• About this task: Output every entry below exactly as it is written.

• Data under study:
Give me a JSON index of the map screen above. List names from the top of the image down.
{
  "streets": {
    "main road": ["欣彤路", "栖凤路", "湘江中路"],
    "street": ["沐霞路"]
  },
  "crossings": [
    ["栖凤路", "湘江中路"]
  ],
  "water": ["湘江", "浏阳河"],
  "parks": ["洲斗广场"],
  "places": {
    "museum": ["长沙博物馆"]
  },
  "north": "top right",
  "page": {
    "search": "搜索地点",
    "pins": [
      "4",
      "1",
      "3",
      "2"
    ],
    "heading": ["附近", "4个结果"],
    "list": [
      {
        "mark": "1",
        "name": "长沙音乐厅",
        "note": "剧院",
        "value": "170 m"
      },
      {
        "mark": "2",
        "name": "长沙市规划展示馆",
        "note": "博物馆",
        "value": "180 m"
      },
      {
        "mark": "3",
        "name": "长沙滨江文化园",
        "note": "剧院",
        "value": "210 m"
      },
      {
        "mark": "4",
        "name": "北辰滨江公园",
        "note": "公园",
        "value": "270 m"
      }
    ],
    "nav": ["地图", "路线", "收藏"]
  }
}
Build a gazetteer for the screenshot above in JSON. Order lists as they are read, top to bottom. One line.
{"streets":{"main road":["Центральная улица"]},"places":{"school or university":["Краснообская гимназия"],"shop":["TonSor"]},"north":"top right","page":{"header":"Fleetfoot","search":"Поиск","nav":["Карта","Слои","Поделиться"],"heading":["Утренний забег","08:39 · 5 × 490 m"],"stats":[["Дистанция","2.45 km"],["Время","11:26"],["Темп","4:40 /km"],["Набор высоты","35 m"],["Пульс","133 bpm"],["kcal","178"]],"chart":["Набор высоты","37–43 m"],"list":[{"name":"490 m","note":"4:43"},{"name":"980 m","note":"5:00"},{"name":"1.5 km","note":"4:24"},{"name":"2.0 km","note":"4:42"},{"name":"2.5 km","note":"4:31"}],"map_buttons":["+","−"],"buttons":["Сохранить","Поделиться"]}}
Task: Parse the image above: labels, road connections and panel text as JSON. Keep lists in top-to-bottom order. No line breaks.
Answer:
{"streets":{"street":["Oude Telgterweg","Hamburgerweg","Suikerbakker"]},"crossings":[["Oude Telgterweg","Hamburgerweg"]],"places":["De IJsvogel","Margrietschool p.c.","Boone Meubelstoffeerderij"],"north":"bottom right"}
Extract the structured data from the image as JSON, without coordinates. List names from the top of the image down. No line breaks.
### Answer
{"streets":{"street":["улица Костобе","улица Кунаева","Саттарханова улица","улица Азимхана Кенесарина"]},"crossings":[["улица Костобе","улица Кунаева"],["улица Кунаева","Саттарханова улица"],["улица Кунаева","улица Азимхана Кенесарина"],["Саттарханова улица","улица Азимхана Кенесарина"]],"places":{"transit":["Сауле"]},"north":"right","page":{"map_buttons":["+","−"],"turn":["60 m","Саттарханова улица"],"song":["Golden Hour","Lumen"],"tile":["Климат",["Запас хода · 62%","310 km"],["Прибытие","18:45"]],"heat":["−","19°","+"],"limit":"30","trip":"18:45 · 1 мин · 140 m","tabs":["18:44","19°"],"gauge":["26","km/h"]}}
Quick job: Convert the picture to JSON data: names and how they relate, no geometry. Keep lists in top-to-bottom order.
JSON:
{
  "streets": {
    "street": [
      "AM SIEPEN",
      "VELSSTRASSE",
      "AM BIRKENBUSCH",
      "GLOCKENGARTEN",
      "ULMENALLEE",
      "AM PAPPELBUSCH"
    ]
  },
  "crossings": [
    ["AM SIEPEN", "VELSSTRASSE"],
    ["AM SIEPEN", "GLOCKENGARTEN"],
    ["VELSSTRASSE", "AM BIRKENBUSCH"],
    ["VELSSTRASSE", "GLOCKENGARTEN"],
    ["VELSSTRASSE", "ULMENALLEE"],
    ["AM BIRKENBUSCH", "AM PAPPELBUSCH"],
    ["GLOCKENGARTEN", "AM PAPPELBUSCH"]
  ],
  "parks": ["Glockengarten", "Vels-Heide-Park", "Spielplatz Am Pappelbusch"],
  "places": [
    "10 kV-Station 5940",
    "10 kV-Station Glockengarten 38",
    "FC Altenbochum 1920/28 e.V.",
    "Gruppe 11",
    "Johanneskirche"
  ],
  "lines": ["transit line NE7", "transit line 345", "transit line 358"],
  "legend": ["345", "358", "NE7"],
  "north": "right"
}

• Response:
Give me a JSON index of the map screen above. List names from the top of the image down.
{
  "streets": {
    "main road": ["欣彤路", "栖凤路", "湘江中路"],
    "street": ["沐霞路"]
  },
  "crossings": [
    ["栖凤路", "湘江中路"]
  ],
  "water": ["湘江", "浏阳河"],
  "parks": ["洲斗广场"],
  "places": {
    "museum": ["长沙博物馆"]
  },
  "north": "top right",
  "page": {
    "search": "搜索地点",
    "pins": [
      "4",
      "1",
      "3",
      "2"
    ],
    "heading": ["附近", "4个结果"],
    "list": [
      {
        "mark": "1",
        "name": "长沙音乐厅",
        "note": "剧院",
        "value": "170 m"
      },
      {
        "mark": "2",
        "name": "长沙市规划展示馆",
        "note": "博物馆",
        "value": "180 m"
      },
      {
        "mark": "3",
        "name": "长沙滨江文化园",
        "note": "剧院",
        "value": "210 m"
      },
      {
        "mark": "4",
        "name": "北辰滨江公园",
        "note": "公园",
        "value": "270 m"
      }
    ],
    "nav": ["地图", "路线", "收藏"]
  }
}
Build a gazetteer for the screenshot above in JSON. Order lists as they are read, top to bottom. One line.
{"streets":{"main road":["Центральная улица"]},"places":{"school or university":["Краснообская гимназия"],"shop":["TonSor"]},"north":"top right","page":{"header":"Fleetfoot","search":"Поиск","nav":["Карта","Слои","Поделиться"],"heading":["Утренний забег","08:39 · 5 × 490 m"],"stats":[["Дистанция","2.45 km"],["Время","11:26"],["Темп","4:40 /km"],["Набор высоты","35 m"],["Пульс","133 bpm"],["kcal","178"]],"chart":["Набор высоты","37–43 m"],"list":[{"name":"490 m","note":"4:43"},{"name":"980 m","note":"5:00"},{"name":"1.5 km","note":"4:24"},{"name":"2.0 km","note":"4:42"},{"name":"2.5 km","note":"4:31"}],"map_buttons":["+","−"],"buttons":["Сохранить","Поделиться"]}}
Task: Parse the image above: labels, road connections and panel text as JSON. Keep lists in top-to-bottom order. No line breaks.
Answer:
{"streets":{"street":["Oude Telgterweg","Hamburgerweg","Suikerbakker"]},"crossings":[["Oude Telgterweg","Hamburgerweg"]],"places":["De IJsvogel","Margrietschool p.c.","Boone Meubelstoffeerderij"],"north":"bottom right"}
Extract the structured data from the image as JSON, without coordinates. List names from the top of the image down. No line breaks.
### Answer
{"streets":{"street":["улица Костобе","улица Кунаева","Саттарханова улица","улица Азимхана Кенесарина"]},"crossings":[["улица Костобе","улица Кунаева"],["улица Кунаева","Саттарханова улица"],["улица Кунаева","улица Азимхана Кенесарина"],["Саттарханова улица","улица Азимхана Кенесарина"]],"places":{"transit":["Сауле"]},"north":"right","page":{"map_buttons":["+","−"],"turn":["60 m","Саттарханова улица"],"song":["Golden Hour","Lumen"],"tile":["Климат",["Запас хода · 62%","310 km"],["Прибытие","18:45"]],"heat":["−","19°","+"],"limit":"30","trip":"18:45 · 1 мин · 140 m","tabs":["18:44","19°"],"gauge":["26","km/h"]}}
Quick job: Convert the picture to JSON data: names and how they relate, no geometry. Keep lists in top-to-bottom order.
JSON:
{
  "streets": {
    "street": [
      "AM SIEPEN",
      "VELSSTRASSE",
      "AM BIRKENBUSCH",
      "GLOCKENGARTEN",
      "ULMENALLEE",
      "AM PAPPELBUSCH"
    ]
  },
  "crossings": [
    ["AM SIEPEN", "VELSSTRASSE"],
    ["AM SIEPEN", "GLOCKENGARTEN"],
    ["VELSSTRASSE", "AM BIRKENBUSCH"],
    ["VELSSTRASSE", "GLOCKENGARTEN"],
    ["VELSSTRASSE", "ULMENALLEE"],
    ["AM BIRKENBUSCH", "AM PAPPELBUSCH"],
    ["GLOCKENGARTEN", "AM PAPPELBUSCH"]
  ],
  "parks": ["Glockengarten", "Vels-Heide-Park", "Spielplatz Am Pappelbusch"],
  "places": [
    "10 kV-Station 5940",
    "10 kV-Station Glockengarten 38",
    "FC Altenbochum 1920/28 e.V.",
    "Gruppe 11",
    "Johanneskirche"
  ],
  "lines": ["transit line NE7", "transit line 345", "transit line 358"],
  "legend": ["345", "358", "NE7"],
  "north": "right"
}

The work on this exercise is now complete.